The taxpayer’s duty to cooperate with the German tax authorities is breached if the taxpayer fails to disclose information that is within its possession or area of knowledge and/or if the taxpayer fails to comply with transfer pricing documentation requirements. AP 2020 addresses the burden of establishing the facts, as well as the admissibility and use of estimated assessments where there has been a violation of the duty to cooperate. The AP clarifies that estimates of taxable income by the tax authorities must be reasonable, within the bounds of a range and not be arbitrary or punitive in nature. As mentioned above, if a taxpayer fails to comply with the documentation requirements under section 90(3) AO, the burden of proof shifts to the taxpayer to demonstrate that there has not been any reduction in its income.

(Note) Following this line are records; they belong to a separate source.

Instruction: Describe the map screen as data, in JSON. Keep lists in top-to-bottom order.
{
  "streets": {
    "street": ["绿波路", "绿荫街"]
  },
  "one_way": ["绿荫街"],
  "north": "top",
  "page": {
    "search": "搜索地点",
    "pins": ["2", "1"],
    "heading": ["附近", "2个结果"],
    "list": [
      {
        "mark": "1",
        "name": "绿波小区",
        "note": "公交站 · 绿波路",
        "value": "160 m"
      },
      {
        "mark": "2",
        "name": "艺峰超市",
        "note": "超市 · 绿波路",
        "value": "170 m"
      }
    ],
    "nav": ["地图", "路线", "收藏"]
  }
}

In the case of gross violations, the tax authorities generally are required to determine the taxable base based on facts that are the least favourable—but still possible—for the taxpayer. According to the BMF, the tax authorities do not have to meet any heightened requirements when making an estimate of transfer prices. They may therefore use methods and data whose evidentiary value would not be sufficient for them to make an income adjustment in other circumstances; for example, the authorities may have recourse to tax authorities’ reference rates or industry averages. The BMF points out that the tax authorities’ ability to make an estimated assessment is not affected by whether or not the authorities previously made use of international legal and administrative assistance.

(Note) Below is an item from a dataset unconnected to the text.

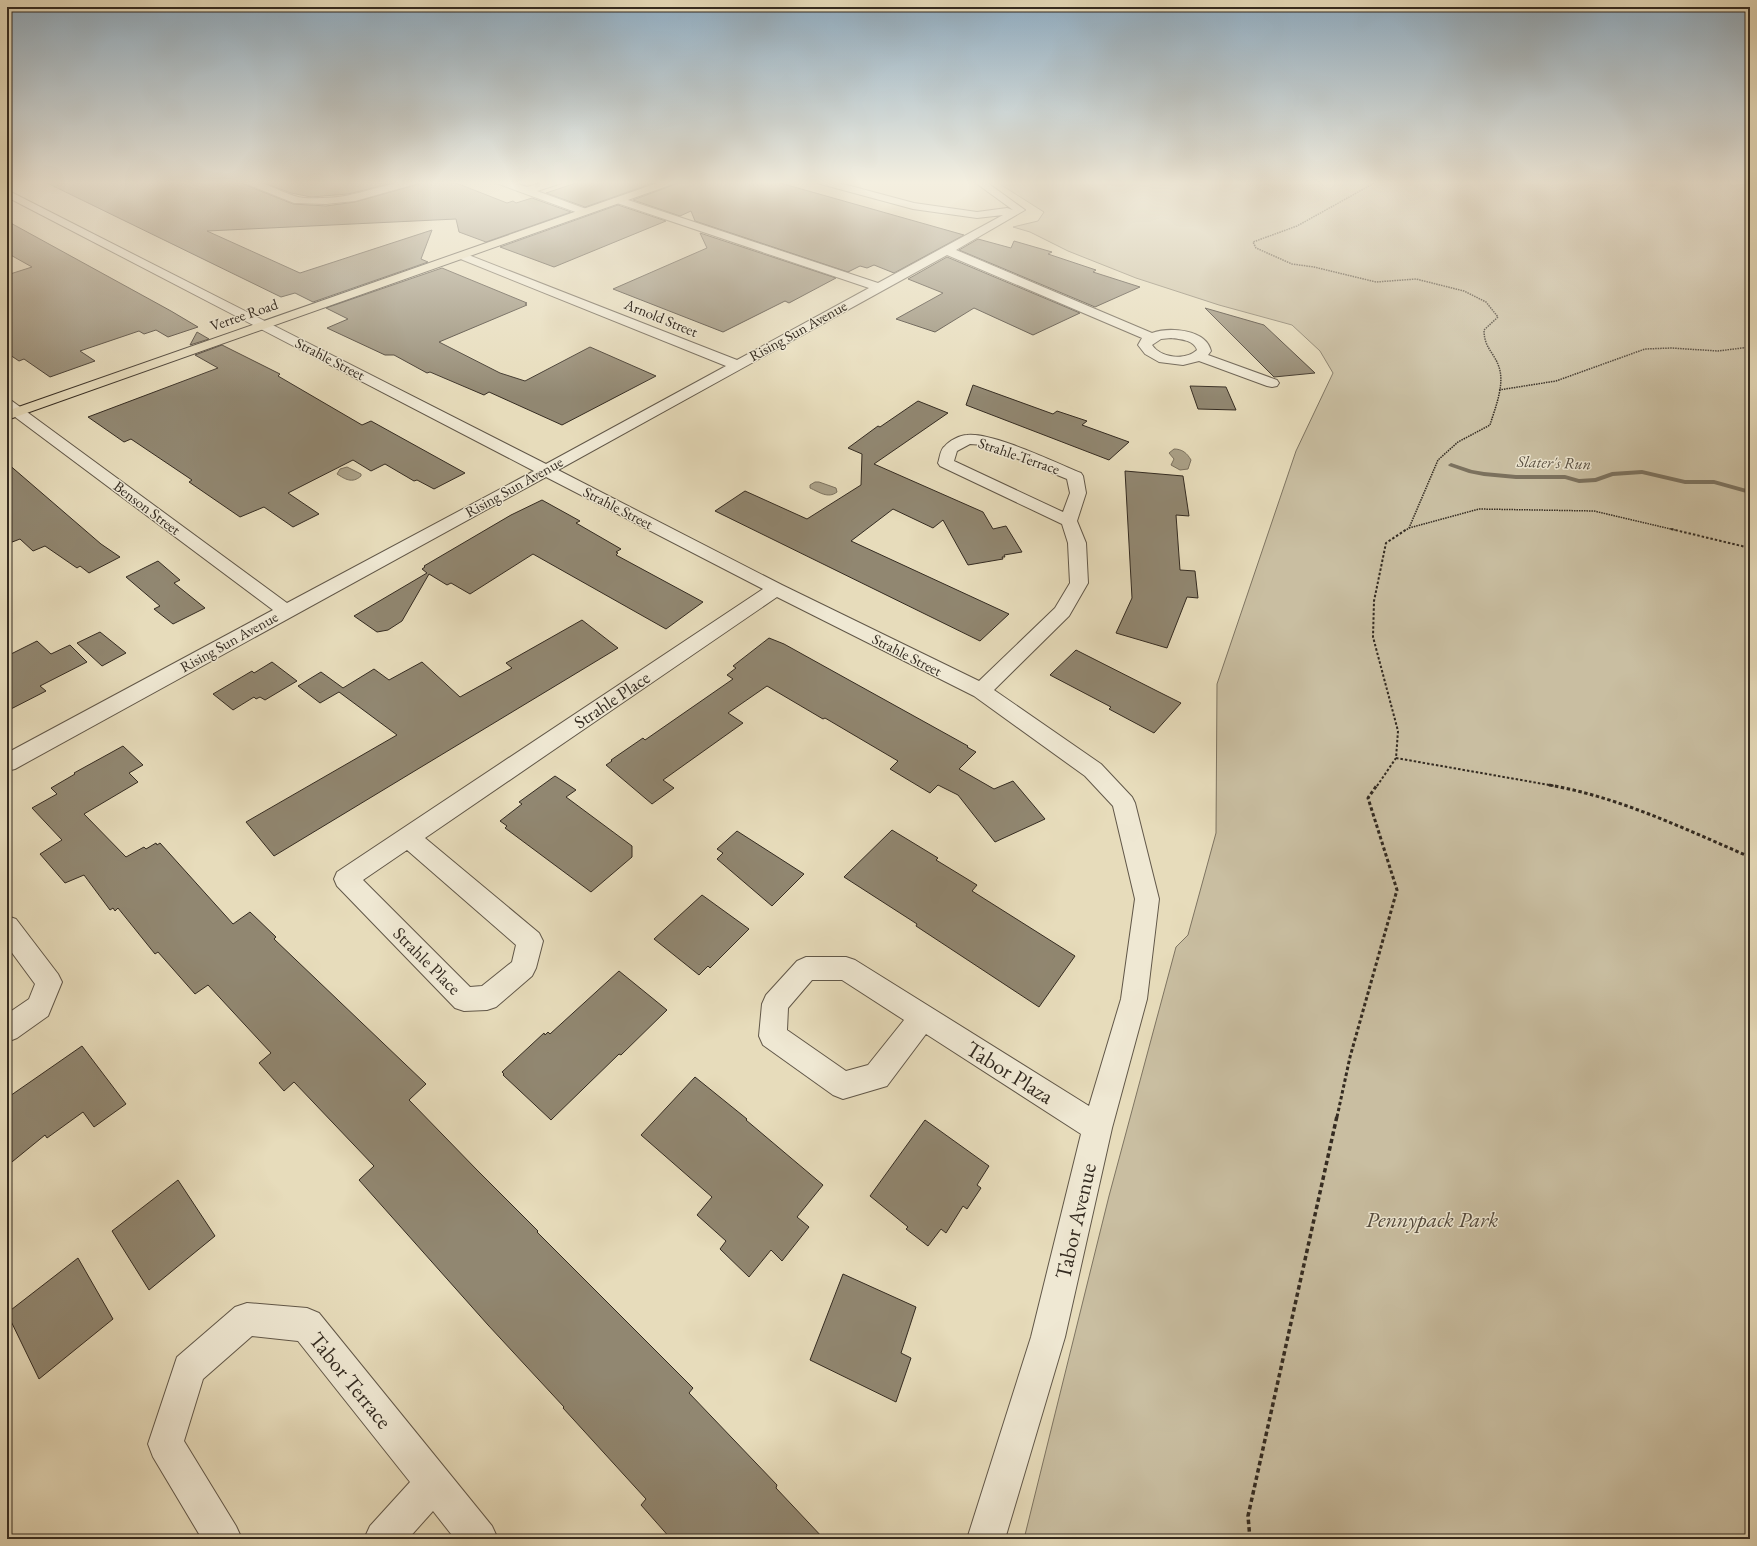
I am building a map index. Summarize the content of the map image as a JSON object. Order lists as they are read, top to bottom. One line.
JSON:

AP 2020 emphasises that, in terms of determining whether data is “usable,” the quality rather than the quantity of the data is decisive, although the German tax authorities can estimate taxable income even if the data is usable. However, if the transfer prices applied by the taxpayer are unlikely to be in line with the arm’s length principle, the tax authorities can make an adjustment if the price determined by the authorities is at least more likely. According to the AP 2020, this could be the case if, for example, the tax authorities apply a different transfer pricing method than the taxpayer and choose a database study as the estimation method. It does seem questionable whether the tax authorities have the power to estimate income where the taxpayer submits usable records.